Reputation: 9291
I am a python noob (working with it for less than a few hours). I'm trying to read in twitter data and store it in a mongo database, but I am getting the following error:
Traceback (most recent call last):
File "twit_test.py", line 8, in on_receive
db.posts.insert(data)
File "/Library/Python/2.6/site-packages/pymongo-2.0.1-py2.6-macosx-10.6-universal.egg/pymongo/collection.py", line 274, in insert
File "/Library/Python/2.6/site-packages/pymongo-2.0.1-py2.6-macosx-10.6-universal.egg/pymongo/database.py", line 249, in _fix_incoming
File "/Library/Python/2.6/site-packages/pymongo-2.0.1-py2.6-macosx-10.6-universal.egg/pymongo/son_manipulator.py", line 73, in transform_incoming
TypeError: 'str' object does not support item assignment
Traceback (most recent call last):
File "twit_test.py", line 17, in <module>
conn.perform()
My code is very simple:
import pycurl, json
import pymongo
STREAM_URL = "https://stream.twitter.com/1/statuses/sample.json"
USER = "XXXXXXXX"
PASS = "XXXXXXXX"
def on_tweet(data):
tweet = json.loads(data)
db.posts.insert(tweet)
from pymongo import Connection
connection = Connection()
db = connection.test
conn = pycurl.Curl()
conn.setopt(pycurl.USERPWD, "%s:%s" % (USER, PASS))

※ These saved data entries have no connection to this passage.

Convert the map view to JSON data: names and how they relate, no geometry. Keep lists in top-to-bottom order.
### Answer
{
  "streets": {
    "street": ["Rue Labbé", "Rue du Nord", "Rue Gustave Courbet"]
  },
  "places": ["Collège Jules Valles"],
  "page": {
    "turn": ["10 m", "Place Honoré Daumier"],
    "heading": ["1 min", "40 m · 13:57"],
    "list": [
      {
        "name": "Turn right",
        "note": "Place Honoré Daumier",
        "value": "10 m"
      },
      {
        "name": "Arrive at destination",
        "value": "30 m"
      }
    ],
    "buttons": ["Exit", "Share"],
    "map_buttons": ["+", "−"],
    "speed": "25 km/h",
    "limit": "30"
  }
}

conn.setopt(pycurl.URL, STREAM_URL)
conn.setopt(pycurl.WRITEFUNCTION, on_tweet)
conn.perform()
I'm sure this is a VERY simple fix, hope you guys can help. Thanks!
Upvotes: 3
Views: 7677
Reputation: 9291
The above edits/current code works. I was incorrectly querying the DB and expecting to see more traffic through the mongo console than I did.

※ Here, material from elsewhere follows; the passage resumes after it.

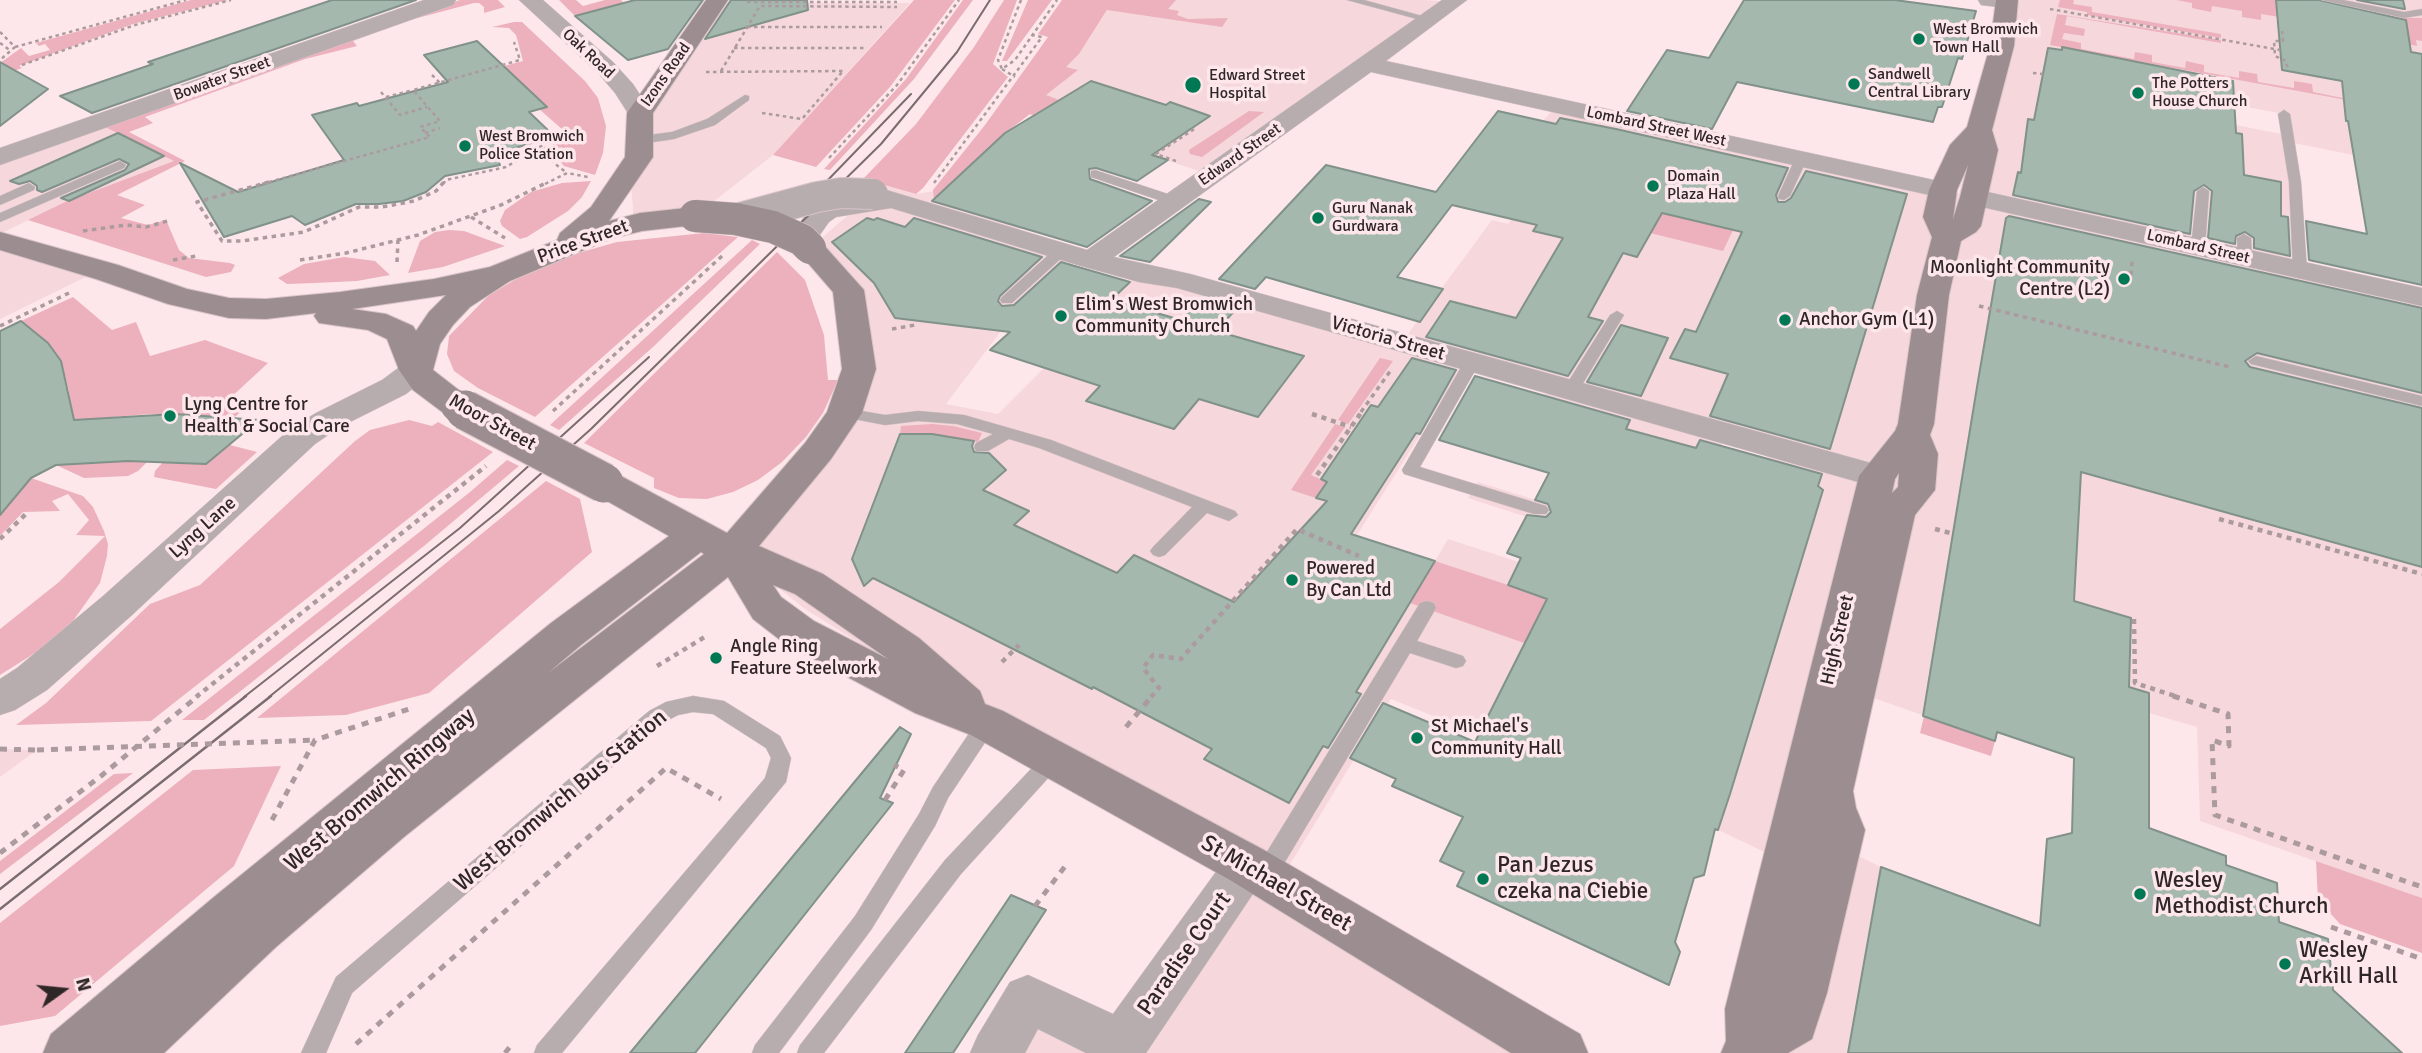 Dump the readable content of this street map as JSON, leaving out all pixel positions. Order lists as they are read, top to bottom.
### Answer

Thanks much to the guys who helped, you got me on teh right track and to the right answer!
Upvotes: 0
Reputation: 26258
PyMongo's insert
method takes a dictionary, not a string. The error you're seeing is where PyMongo attempts to assign an ObjectId
for the new record (since it doesn't yet have one) before sending to the database.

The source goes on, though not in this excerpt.